RECURSO DE REVISTA. ACÓRDÃO REGIONAL PUBLICADO NA VIGÊNCIA DA LEI Nº 13.015/2014. COMPETÊNCIA TERRITORIAL. RECLAMAÇÃO TRABALHISTA AJUIZADA NO FORO DO DOMICÍLIO DO RECLAMANTE. LOCALIDADE DISTINTA DO LOCAL DA CONTRATAÇÃO E DA PRESTAÇÃO DOS SERVIÇOS. VIOLAÇÃO DO ART. 651, CAPUT,DA CLT. CONHECIMENTO E PROVIMENTO. I. A jurisprudência desta Corte Superior é no sentido de considerar o Domicílio do Autor como fato definidor da competência territorial, toda vez que esse não cause embaraço à defesa, havendo exceção nas hipóteses em que a empresa possua atuação nacional e, ao menos, a contratação ou arregimentação tenha ocorrido naquela localidade. II. No caso em apreço, com fundamento na hipossuficiência econômica do Reclamante, a Corte Regional asseverou que a competência para apreciar a presente demanda é a da Vara do Trabalho do domicílio do Reclamante, mesmo tendo ele prestado serviço em localidade diversa. Acrescentou que a Reclamada não apresentou prova contrária à situação financeira do Reclamante e que a tramitação do processo na localidade do domicílio do Autor não implica dificuldade ao exercício do direito de defesa. III. Demonstrada a violação do art. 651, caput, da CLT. IV. Recurso de revista de que se conhece e a que se dá provimento. Processo: RR - 800-76.2016.5.09.0459. Data de Julgamento: 18/03/2020, Relator Ministro: Alexandre Luiz Ramos, 4ª Turma, Data de Publicação: DEJT 27/03/2020.

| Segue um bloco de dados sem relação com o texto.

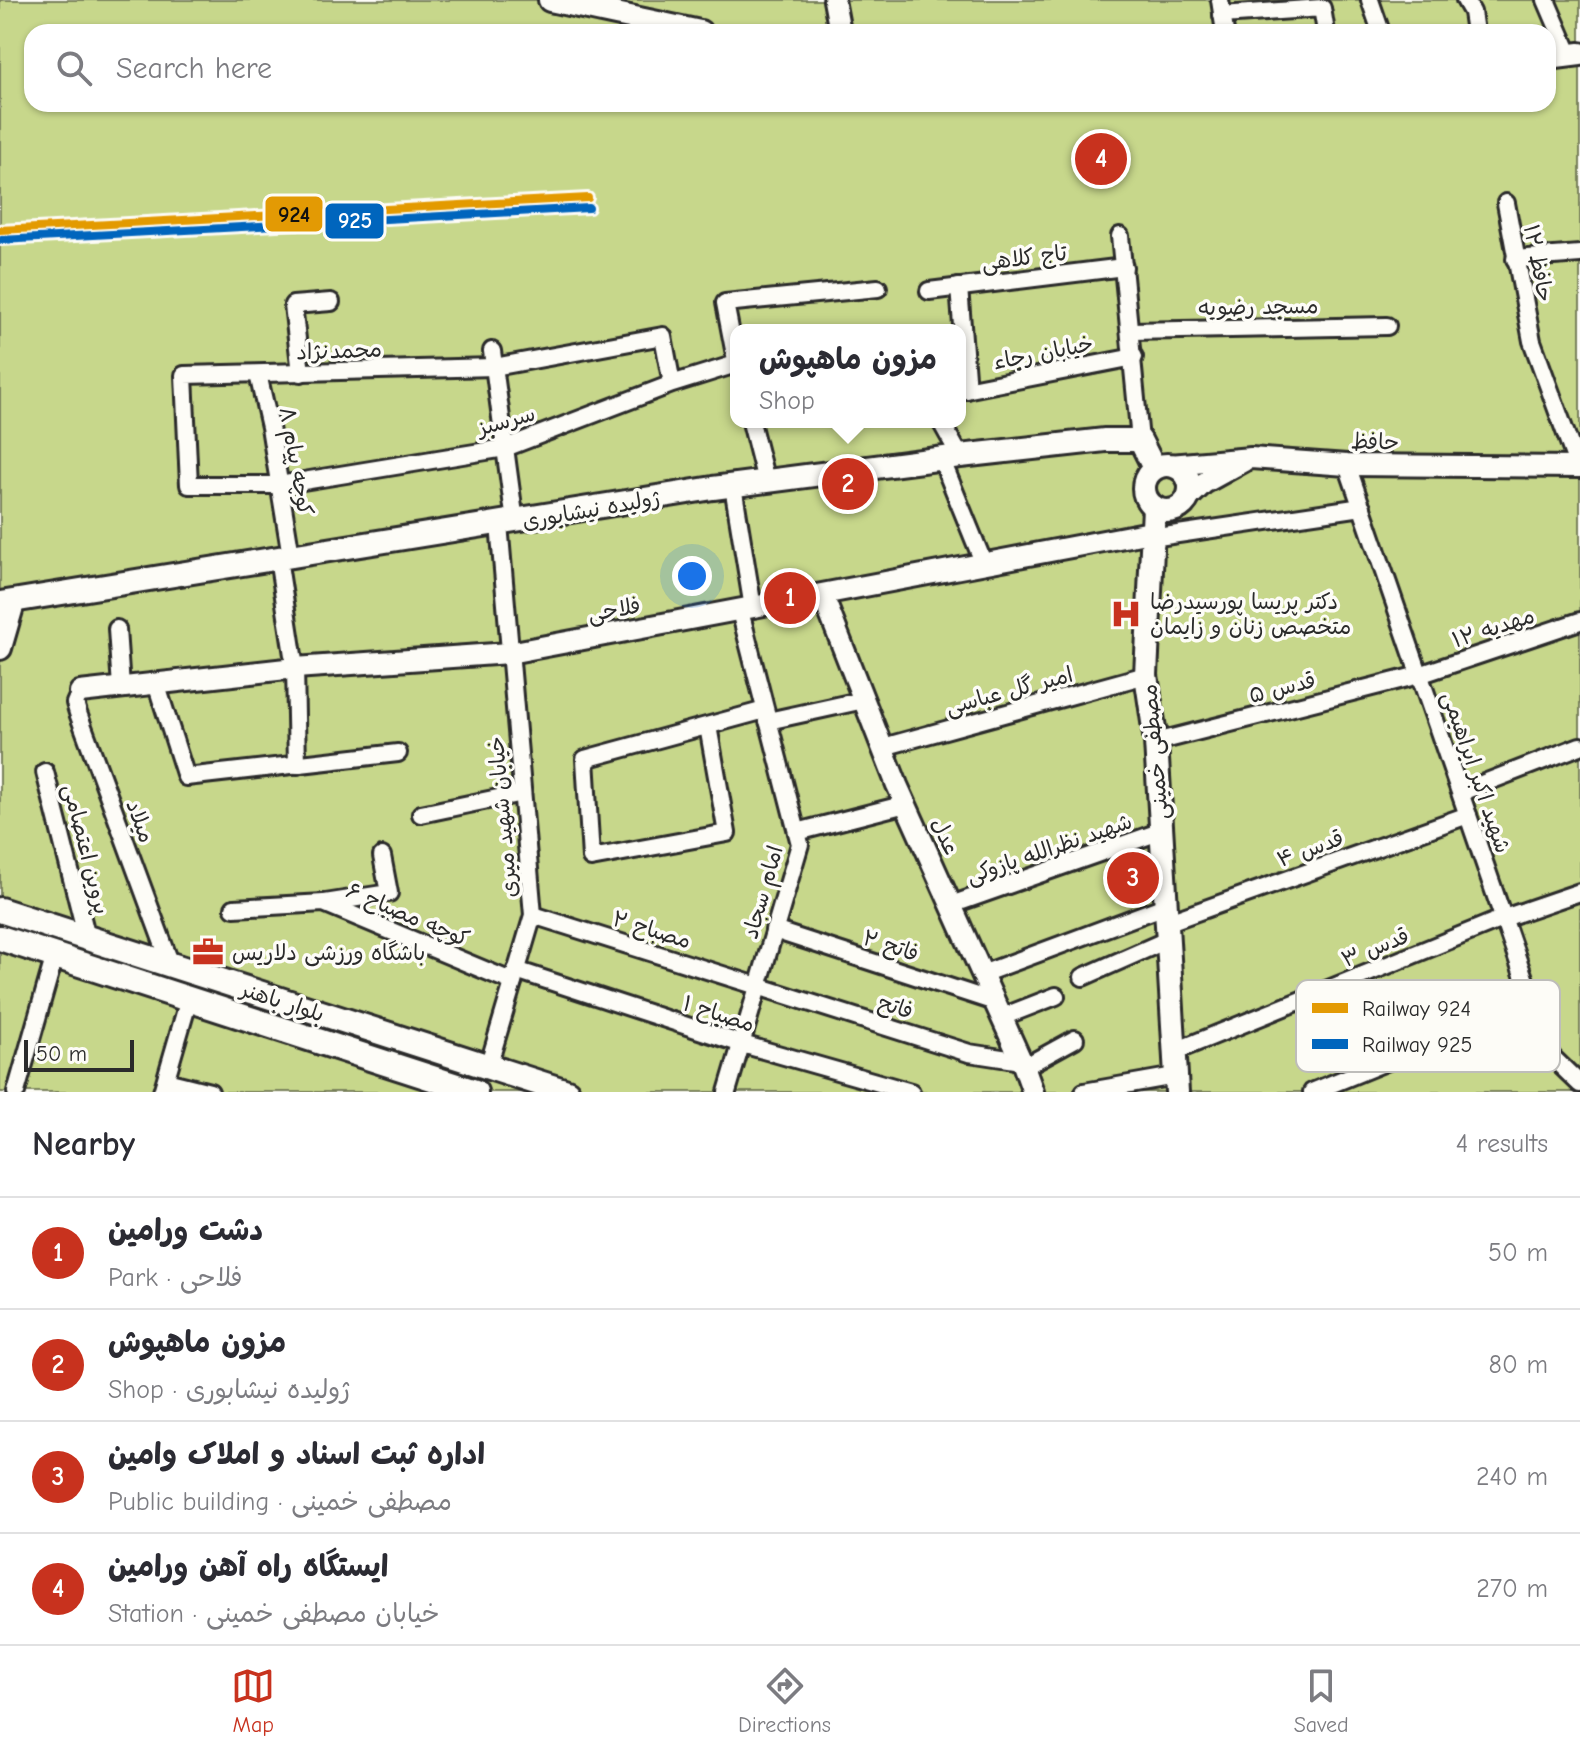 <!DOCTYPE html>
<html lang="en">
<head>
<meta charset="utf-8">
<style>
	:root { --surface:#fff; --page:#f2f2f3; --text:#2b2b33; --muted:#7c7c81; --line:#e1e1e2; --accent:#c8321e }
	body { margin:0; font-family:"Comic Neue","Playpen Sans Arabic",sans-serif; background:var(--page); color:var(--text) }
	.scale { position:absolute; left:24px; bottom:20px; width:110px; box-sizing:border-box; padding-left:8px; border:4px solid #2b2b2b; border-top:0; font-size:22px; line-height:28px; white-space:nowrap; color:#2b2b2b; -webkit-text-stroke:6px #fdfcf7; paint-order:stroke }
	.you { position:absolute; left:692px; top:576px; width:28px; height:28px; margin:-20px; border:6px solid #fff; border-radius:50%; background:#1a73e8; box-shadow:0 0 0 12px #1a73e833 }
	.badge { display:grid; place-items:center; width:52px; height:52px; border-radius:50%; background:var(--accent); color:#fff; font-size:26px; font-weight:700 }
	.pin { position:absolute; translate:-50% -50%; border:4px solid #fff; box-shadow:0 2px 8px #0006 }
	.popup { position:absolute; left:730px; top:324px; width:236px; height:104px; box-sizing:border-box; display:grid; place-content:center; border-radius:16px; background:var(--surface); filter:drop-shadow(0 2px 6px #0005); font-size:26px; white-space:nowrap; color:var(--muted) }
	.popup b { font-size:30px; color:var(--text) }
	.popup::after { content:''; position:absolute; left:50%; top:100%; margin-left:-16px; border:16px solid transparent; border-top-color:var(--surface) }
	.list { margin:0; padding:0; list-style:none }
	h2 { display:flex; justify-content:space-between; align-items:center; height:104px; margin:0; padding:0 32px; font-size:34px }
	h2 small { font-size:26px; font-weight:400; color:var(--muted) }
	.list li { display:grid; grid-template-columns:52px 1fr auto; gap:24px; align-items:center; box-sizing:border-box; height:112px; padding:0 32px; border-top:2px solid var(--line) }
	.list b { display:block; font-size:30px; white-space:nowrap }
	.list p { margin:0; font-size:26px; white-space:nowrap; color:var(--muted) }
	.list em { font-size:26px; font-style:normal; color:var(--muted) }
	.icon { flex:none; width:44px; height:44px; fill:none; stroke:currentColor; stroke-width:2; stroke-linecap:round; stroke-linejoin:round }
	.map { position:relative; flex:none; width:1580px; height:1092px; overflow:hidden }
	.search { position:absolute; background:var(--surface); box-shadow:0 2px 6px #0004; left:24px; right:24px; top:24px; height:88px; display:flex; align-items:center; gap:20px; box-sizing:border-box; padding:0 28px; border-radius:24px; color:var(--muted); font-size:30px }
	.sheet { height:552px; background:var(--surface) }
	nav { display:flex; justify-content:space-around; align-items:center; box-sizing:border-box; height:112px; border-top:2px solid var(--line); background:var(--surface); font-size:22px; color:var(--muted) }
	nav a { display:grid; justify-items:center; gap:4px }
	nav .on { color:var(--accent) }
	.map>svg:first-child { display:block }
</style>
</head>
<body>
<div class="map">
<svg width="1580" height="1092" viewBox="0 0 1580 1092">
	<rect width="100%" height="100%" fill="#fdfcf7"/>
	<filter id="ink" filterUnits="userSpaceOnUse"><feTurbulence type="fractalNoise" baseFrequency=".0125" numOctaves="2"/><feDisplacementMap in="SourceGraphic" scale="16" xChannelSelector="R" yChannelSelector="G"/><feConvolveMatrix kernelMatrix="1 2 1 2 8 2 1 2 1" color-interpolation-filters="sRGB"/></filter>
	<g filter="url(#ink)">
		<path fill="#c7d78b" stroke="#79815b" stroke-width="2" fill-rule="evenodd" d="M0,0H1580V1092H0ZM32,32H1548V104H32ZM736,330H960V422H736Z"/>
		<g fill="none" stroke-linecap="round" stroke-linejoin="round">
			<defs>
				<g id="minor">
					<path d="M1220,0L1225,32"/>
					<path d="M1370,0L1381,32"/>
					<path d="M1465,0L1472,12L1475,32"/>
					<path d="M1546,0L1570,56"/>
					<path d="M1222,15L1322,8L1326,32"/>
					<path d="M1506,203L1532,341L1578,467"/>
					<path d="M1120,236L1140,440"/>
					<path d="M1515,259L1580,254"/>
					<path d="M959,287L967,390"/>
					<path d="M929,291L1124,267"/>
					<path d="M1131,331L1387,326"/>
					<path d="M492,351L515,522"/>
					<path d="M736,360L725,303L878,288"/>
					<path d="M301,373L293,305L331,302"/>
					<path d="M258,374L270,427L291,556"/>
					<path d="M672,384L663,336L494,367L184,375L189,485H279L505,448L672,384L736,364"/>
					<path d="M960,391L1134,357"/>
					<path d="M751,422L766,481"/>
					<path d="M941,422L960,456"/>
					<path d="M941,458L984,564"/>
					<path d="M1347,465L1551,1056L1580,1084"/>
					<path d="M733,486L753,608"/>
					<path d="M1151,538L1362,507"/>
					<path d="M278,558L295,668L297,765"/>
					<path d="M117,629L121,687"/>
					<path d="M156,683L186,777L398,753"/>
					<path d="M80,692L75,703L78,713L171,965"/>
					<path d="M768,721L864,700"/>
					<path d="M708,726L727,833L591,858L585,759L765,710"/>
					<path d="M1156,742L1419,675L1580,621"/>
					<path d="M883,747L1146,675"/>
					<path d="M45,772L87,938"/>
					<path d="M1461,792L1580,746"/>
					<path d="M421,814L522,793"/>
					<path d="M797,832L906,804"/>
					<path d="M325,903L389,893L382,856"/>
					<path d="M951,905L1162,831"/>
					<path d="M234,908L324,903L513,982"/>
					<path d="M533,915L969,1053L1021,1061"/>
					<path d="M1166,923L1468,815"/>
					<path d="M774,930L995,1002"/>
					<path d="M516,970L742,1044L911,1092"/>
					<path d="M982,974L1165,906"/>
					<path d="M1083,977L1167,940"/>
					<path d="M1002,1017L1056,996"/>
					<path d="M1173,1052L1504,918L1580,892"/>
					<path d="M488,1067L533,915L499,524"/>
					<path d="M1024,1067L1075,1039"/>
					<path d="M166,1081L210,1092"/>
					<path d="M16,1092L55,955"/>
					<path d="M162,1092L189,999"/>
					<path d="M727,1092L800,844L740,611"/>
					<path d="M1084,1092L1175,1076"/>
					<path d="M1312,1092L1533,1002"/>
				</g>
				<g id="tertiary">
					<path d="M834,0L840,32"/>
					<path d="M1170,465L1251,458L1347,465L1580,467"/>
					<path d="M1188,498L1204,483L1244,461"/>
					<path d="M823,596L897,785L1024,1067L1033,1092"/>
					<path d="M80,692L295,668L509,653L1151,532"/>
				</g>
				<g id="secondary">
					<path d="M550,0L700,32"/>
					<path d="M1548,58L1580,54"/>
					<circle cx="1167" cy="488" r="23"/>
					<path d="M1154,507L1146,675L1156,742L1177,1092"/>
					<path d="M0,603L713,488L960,456L1105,440H1140L1154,468"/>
					<path d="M0,648L13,603"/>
				</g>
				<g id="primary">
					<path d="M0,910L567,1092"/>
					<path d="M0,938L475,1092"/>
				</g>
			</defs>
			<use href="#minor" stroke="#2b2b2b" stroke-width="22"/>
			<use href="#tertiary" stroke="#2b2b2b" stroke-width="26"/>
			<use href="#secondary" stroke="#2b2b2b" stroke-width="28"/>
			<use href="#primary" stroke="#2b2b2b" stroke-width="30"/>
			<use href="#minor" stroke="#fdfcf7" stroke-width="16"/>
			<use href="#tertiary" stroke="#fdfcf7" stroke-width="20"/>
			<use href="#secondary" stroke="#fdfcf7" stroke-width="22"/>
			<use href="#primary" stroke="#fdfcf7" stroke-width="24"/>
			<defs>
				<path id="rail-1" d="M0,230L588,198"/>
				<path id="rail-2" d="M1,240L589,208"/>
			</defs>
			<use href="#rail-1" stroke="#fdfcf7" stroke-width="14"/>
			<use href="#rail-2" stroke="#fdfcf7" stroke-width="14"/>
			<use href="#rail-1" stroke="#e39a04" stroke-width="8"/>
			<use href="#rail-2" stroke="#0065bd" stroke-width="8"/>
		</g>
	</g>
	<defs>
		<symbol id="hospital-bare" viewBox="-9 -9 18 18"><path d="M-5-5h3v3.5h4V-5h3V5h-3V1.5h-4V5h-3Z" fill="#c8321e" stroke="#fdfcf7" stroke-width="2.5" paint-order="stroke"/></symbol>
		<symbol id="office-bare" viewBox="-9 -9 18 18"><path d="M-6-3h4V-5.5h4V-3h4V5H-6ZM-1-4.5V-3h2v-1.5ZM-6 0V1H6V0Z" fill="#c8321e" stroke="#fdfcf7" stroke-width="2.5" paint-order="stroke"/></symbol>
	</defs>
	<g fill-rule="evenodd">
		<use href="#hospital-bare" x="1104" y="592" width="44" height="44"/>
		<use href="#office-bare" x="186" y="930" width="44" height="44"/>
	</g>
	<g text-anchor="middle" stroke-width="7" stroke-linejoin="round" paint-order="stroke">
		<g font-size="22" fill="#2b2b2b" stroke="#fdfcf7">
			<text transform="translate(1024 257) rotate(-7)" y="8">تاج کلاهی</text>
			<text transform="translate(1539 263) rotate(79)" y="8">حافظ ۱۲</text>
			<text transform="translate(1258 306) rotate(-1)" y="8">مسجد رضویه</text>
			<text transform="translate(339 350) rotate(-2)" y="8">محمدنژاد</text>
			<text transform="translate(1043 352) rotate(-11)" y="8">خیابان رجاء</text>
			<text transform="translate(506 420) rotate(-16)" y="8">سرسبز</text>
			<text transform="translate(1375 441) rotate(1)" y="8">حافظ</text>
			<text transform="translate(297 461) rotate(80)" y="8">کوچه پیام ۸</text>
			<text transform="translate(591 509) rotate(-10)" y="8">ژولیده نیشابوری</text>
			<text transform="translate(614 609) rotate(-10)" y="8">فلاحی</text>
			<text transform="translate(1493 627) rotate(-18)" y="8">مهدیه ۱۲</text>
			<text transform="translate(1282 687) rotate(-14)" y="8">قدس ۵</text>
			<text transform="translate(1009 690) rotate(-15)" y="8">امیر گل عباسی</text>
			<text transform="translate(1154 752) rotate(-95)" y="8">مصطفی خمینی</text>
			<text transform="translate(1477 772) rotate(71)" y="8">شهید اکبر ابراهیمی</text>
			<text transform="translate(502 817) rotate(-95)" y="8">خیابان شهید میری</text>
			<text transform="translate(141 821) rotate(70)" y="8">میلاد</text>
			<text transform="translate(946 836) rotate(66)" y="8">عدل</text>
			<text transform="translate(1049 848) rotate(-19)" y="8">شهید نظرالله پازوکی</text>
			<text transform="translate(1310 848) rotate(-20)" y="8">قدس ۴</text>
			<text transform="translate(87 849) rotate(76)" y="8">پروین اعتصامی</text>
			<text transform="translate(762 892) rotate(-74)" y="8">امام سجاد</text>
			<text transform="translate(408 914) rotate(23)" y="8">کوچه مصباح ۶</text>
			<text transform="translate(652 929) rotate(17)" y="8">مصباح ۲</text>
			<text transform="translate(891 945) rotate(18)" y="8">فاتح ۲</text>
			<text transform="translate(1375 947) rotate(-22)" y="8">قدس ۳</text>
			<text transform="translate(283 1001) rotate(18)" y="8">بلوار باهنر</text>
			<text transform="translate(896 1006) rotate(18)" y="8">فاتح</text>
			<text transform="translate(719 1013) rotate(18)" y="8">مصباح ۱</text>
		</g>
		<g font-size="22" fill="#2b2b2b" stroke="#fdfcf7" text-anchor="start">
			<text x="1150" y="609">دکتر پریسا پورسیدرضا<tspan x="1150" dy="25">متخصص زنان و زایمان</tspan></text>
			<text x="232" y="960">باشگاه ورزشی دلاریس</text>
		</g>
	</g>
	<rect x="1296" y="980" width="264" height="92" rx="12" fill="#fdfcf7" stroke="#bebdba" stroke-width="2"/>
	<rect x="1312" y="1003" width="36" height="10" fill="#e39a04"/>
	<rect x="1312" y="1039" width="36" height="10" fill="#0065bd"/>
	<g font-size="22" fill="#2b2b2b">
		<text x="1362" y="1016">Railway 924</text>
		<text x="1362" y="1052">Railway 925</text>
	</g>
	<g stroke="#fdfcf7" stroke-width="3">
		<rect x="264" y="195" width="60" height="38" rx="8" fill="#e39a04"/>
		<rect x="324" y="202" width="61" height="38" rx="8" fill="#0065bd"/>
	</g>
	<g font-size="22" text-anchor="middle" font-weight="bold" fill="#fff">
		<text x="355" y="228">925</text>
	</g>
	<g font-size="22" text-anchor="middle" font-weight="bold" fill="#111">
		<text x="294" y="222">924</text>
	</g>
</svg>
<div class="scale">50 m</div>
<div class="you"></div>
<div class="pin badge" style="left:790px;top:598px">1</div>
<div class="pin badge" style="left:848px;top:484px">2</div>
<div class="popup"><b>مزون ماهپوش</b>Shop</div>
<div class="pin badge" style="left:1133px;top:878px">3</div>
<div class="pin badge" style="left:1101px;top:159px">4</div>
<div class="search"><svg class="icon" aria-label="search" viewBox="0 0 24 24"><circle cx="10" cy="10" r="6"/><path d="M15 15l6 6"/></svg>Search here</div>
</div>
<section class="sheet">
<h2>Nearby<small>4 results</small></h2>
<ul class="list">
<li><span class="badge">1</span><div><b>دشت ورامین</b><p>Park · فلاحی</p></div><em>50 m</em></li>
<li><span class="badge">2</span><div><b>مزون ماهپوش</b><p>Shop · ژولیده نیشابوری</p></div><em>80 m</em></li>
<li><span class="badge">3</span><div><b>اداره ثبت اسناد و املاک وامین</b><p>Public building · مصطفی خمینی</p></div><em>240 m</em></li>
<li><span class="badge">4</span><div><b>ایستگاه راه آهن ورامین</b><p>Station · خیابان مصطفی خمینی</p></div><em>270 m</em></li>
</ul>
</section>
<nav>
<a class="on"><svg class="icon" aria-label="map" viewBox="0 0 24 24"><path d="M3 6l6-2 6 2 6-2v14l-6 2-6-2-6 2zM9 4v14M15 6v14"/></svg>Map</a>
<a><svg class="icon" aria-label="directions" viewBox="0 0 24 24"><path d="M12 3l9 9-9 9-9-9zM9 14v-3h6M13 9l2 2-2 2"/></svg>Directions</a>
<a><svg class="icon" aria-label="saved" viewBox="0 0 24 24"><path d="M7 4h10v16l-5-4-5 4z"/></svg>Saved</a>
</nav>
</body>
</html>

Diante desse contexto, declara-se a competência ratione loci do Juízo da 02ª Vara do Trabalho de Barueri, determinando o retorno dos autos à origem para processar e julgar a lide, conforme entender de direito.

Ante o exposto, ACORDAM os Magistrados da SDI3, do Tribunal Regional da Segunda Região, em por unanimidade de votos, reconhecer a competência ratione locido Juízo da 02ª Vara do Trabalho de Barueri, nos termos do voto do Relator.

  • Presidiu o julgamento: Desembargador do Trabalho Rovirso Aparecido Boldo
  • Relator: Desembargador do Trabalho Rovirso Aparecido Boldo
  • Revisor: Desembargador do Trabalho Sérgio José Bueno Junqueira Machado
  • Procurador: Dra. Marisa Regina Murad Legaspe  
  • Tomaram parte no julgamento os Exmos. Magistrados do Trabalho: Nelson Nazar, Sonia Maria de Oliveira Prince Rodrigues Franzini, Mércia Tomazinho, Eduardo de Azevedo Silva, Rovirso Aparecido Boldo, Sérgio José Bueno Junqueira Machado, Maria de Lourdes Antonio, Kyong Mi Lee, Mauro Vignotto, Margoth Giacomazzi Martins.